E sognò la libertà...

Il cantante bolognese è morto mentre era in tour in Svizzera. Qui alcune brevi note, improvvisate. Come le «sillabe immaginarie» di quest'uomo che amava la bellezza. «E che tanta ne ha creata»
Walter Muto

Ricevo al volo la notizia e non ho neanche tempo di metabolizzare, che mi ritrovo a buttare giù, altrettanto al volo, queste brevi note. È morto Lucio Dalla, senza preavviso, all’improvviso, veloce come lo scat con cui amava intervallare il suo cantato, canticchiando sillabe immaginarie alla maniera del jazz.

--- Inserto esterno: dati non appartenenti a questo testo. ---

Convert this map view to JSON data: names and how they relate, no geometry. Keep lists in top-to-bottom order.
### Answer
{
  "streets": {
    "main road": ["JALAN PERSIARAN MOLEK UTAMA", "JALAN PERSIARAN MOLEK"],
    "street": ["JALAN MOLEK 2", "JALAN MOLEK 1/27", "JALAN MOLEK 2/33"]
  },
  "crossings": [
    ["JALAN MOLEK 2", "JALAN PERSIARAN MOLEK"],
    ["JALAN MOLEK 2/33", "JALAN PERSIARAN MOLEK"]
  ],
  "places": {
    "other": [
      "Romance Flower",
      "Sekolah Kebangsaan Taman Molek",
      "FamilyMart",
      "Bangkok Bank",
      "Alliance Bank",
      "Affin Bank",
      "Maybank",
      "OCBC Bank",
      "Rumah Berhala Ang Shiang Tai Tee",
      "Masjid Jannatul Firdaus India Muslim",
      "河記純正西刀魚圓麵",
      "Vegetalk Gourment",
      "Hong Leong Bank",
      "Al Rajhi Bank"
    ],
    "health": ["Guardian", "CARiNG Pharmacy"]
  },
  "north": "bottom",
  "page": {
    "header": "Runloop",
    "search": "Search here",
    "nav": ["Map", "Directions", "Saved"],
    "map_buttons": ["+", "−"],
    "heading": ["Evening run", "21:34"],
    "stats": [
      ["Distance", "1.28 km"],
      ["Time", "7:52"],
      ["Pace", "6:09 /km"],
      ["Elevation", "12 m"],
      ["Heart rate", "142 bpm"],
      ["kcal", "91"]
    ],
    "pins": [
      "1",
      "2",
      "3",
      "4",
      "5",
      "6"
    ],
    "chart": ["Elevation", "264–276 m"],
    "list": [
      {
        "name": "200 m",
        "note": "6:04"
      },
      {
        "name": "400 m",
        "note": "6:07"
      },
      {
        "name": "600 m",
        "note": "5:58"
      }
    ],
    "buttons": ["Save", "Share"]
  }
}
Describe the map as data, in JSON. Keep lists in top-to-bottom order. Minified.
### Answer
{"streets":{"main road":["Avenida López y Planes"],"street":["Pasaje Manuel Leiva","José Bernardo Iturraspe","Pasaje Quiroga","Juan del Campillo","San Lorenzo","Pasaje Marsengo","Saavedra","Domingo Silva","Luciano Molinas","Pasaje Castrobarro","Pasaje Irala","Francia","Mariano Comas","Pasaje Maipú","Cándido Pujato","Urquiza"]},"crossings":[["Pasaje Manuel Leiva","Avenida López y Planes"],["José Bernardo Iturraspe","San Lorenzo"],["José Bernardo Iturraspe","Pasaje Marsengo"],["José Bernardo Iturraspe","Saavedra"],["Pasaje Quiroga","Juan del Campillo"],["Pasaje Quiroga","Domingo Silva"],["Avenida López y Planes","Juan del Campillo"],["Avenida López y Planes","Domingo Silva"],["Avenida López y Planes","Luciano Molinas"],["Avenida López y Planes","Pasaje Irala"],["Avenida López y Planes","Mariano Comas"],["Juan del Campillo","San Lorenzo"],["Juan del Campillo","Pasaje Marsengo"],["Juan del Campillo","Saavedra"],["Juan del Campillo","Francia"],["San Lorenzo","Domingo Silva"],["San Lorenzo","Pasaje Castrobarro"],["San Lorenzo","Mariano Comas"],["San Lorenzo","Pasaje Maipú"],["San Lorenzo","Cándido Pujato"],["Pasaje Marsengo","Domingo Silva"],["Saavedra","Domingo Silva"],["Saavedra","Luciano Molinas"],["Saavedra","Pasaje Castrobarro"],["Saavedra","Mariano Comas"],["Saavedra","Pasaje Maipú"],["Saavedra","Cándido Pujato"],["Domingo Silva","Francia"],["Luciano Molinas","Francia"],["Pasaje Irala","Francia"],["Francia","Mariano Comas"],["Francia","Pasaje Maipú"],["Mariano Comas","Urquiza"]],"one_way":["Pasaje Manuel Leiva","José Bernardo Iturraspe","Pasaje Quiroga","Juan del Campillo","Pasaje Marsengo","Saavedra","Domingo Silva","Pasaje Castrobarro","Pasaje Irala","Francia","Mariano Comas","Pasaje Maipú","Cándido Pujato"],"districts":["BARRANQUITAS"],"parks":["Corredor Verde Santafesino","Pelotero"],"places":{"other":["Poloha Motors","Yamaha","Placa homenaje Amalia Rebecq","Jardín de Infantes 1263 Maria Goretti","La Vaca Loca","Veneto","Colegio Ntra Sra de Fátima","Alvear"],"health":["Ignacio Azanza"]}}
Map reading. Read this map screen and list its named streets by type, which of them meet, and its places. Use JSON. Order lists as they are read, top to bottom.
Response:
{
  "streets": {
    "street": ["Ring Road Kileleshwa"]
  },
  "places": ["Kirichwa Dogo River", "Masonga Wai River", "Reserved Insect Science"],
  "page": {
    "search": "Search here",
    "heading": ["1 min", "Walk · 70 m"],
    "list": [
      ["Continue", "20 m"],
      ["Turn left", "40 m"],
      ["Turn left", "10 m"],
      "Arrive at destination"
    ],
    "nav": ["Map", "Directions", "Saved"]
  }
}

Non ho il tempo - nè la voglia - di fare ricerche e scrivere quello che scriveranno tutti, enumerando successi, ricordando l’ultima apparizione televisiva di qualche giorno fa a Sanremo, ricordando che fra solo tre giorni avrebbe festeggiato il 69esimo compleanno. Nè sono stato abbastanza in contatto con lui - come per esempio l’amico Davide Rondoni - da poterne tratteggiare un ricordo personale. E allora parlerò della musica, che è sempre stata tutta la sua vita, sul filo del ricordo.
Lucio Dalla era un artista a tutto tondo, pianista, autore delle sue canzoni, clarinettista, musicista completo. Questo sì, bisogna dirlo: ha scritto bellissime canzoni, attraversando mezzo secolo in cui molte cose sono cambiate molto velocemente. E lui stesso ha sperimentato un numero incredibile di trasformazioni, gettandosi via via nel genere musicale che lo interessava di più e rendendolo il territorio in cui cacciare, andare a scovare le sue incredibili e bellissime melodie. La sua fervida inventiva lo ha reso autore di eccezionale spessore, capace di coniugare parole e musica in un’alchimia le cui regole sono conosciute solo dai grandissimi. La sua voce, pur non educata - un po’ come l’altro grande Lucio, Battisti - e la sua gestualità lievemente animalesca gli procurarono non poche critiche e facili caricature. La sua voce aveva però caratteristiche straordinarie, difficili da rintracciare insieme: un timbro riconoscibile come un marchio di fabbrica; grande potenza; ampissima estensione; espressività ed agilità fuori dal comune.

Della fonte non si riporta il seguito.